I recently just read Michael Young's excellent paper entitled 'A Review on Postural Realignment and its Muscular and Neural Components'. However, he left out one important consideration when it comes to posture: the foot.
Last year I have published a paper (JBMT, Jan 2002) describing a previously unreported foot structure, which is biomechanically dysfunctional. Termed Primus Metatarsus Supinatus (PMs), this forefoot structural aberration produces moderate to severe prolonged midstance hyperpronation. Postural shifts, foot to jaw (very similar to the Common Compensatory Patterns described by Zink 1979), are linked to this foot structure, which, in turn are linked to the development of chronic pain conditions. My paper is available on-line at the following website: http://www.PostureDyn.com Look under the white page section and download the file entitled MEDIAL COLUMN FOOT SYSTEMS. AN INNOVATIVE TOOL TO IMPROVE POSTURE (PDF Acrobat 5.0 format)

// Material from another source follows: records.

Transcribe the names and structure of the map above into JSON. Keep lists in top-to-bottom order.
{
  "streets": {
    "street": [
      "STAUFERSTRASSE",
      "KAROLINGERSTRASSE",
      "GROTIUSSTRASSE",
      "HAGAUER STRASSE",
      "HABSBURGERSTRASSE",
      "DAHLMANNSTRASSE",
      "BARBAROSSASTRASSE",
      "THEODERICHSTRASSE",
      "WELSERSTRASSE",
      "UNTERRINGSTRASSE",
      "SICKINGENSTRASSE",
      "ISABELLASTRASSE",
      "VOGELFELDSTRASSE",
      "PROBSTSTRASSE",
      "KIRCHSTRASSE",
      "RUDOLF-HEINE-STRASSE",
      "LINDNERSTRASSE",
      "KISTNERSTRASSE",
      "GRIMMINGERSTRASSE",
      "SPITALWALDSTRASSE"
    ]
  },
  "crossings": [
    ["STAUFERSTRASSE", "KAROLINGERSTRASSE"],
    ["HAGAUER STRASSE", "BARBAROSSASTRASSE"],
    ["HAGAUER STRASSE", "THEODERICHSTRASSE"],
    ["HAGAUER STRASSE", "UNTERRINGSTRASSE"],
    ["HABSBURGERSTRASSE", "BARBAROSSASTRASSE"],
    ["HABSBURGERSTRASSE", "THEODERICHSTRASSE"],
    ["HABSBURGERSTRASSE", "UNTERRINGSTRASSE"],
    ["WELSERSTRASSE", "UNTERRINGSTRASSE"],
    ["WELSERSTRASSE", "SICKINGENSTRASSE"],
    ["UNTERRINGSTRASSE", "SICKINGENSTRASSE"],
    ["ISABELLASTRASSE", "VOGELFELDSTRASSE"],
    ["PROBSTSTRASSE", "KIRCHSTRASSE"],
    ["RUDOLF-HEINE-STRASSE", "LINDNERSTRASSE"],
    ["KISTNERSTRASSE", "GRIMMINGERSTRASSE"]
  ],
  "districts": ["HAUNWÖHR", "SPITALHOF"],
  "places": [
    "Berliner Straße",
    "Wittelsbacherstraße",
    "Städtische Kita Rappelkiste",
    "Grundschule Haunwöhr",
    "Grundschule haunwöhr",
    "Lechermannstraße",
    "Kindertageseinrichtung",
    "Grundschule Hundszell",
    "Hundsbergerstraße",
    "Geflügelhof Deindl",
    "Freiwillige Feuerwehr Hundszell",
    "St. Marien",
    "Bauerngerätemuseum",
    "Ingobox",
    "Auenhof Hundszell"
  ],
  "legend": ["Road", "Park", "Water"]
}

Presently, we have concluded research describing adaptations (compensatory) in the postural muscles resulting from this foot type (PMs). We used pressure plate analysis to help clarify these changes in the muscles. We suggest that the plantar surface of the 1st metatarsal and hallux act like a rheostat, adjusting the tonicity in the postural muscles, foot to jaw. If the plantar surface loading patterns are disturbed within the big toe and adjoining metatarsal (e.g., hyperpronation), a profound rippling effect is triggered up the chain of postural muscles (adaptations/changes in postural tone).
Your comments regarding my work would be most welcomed.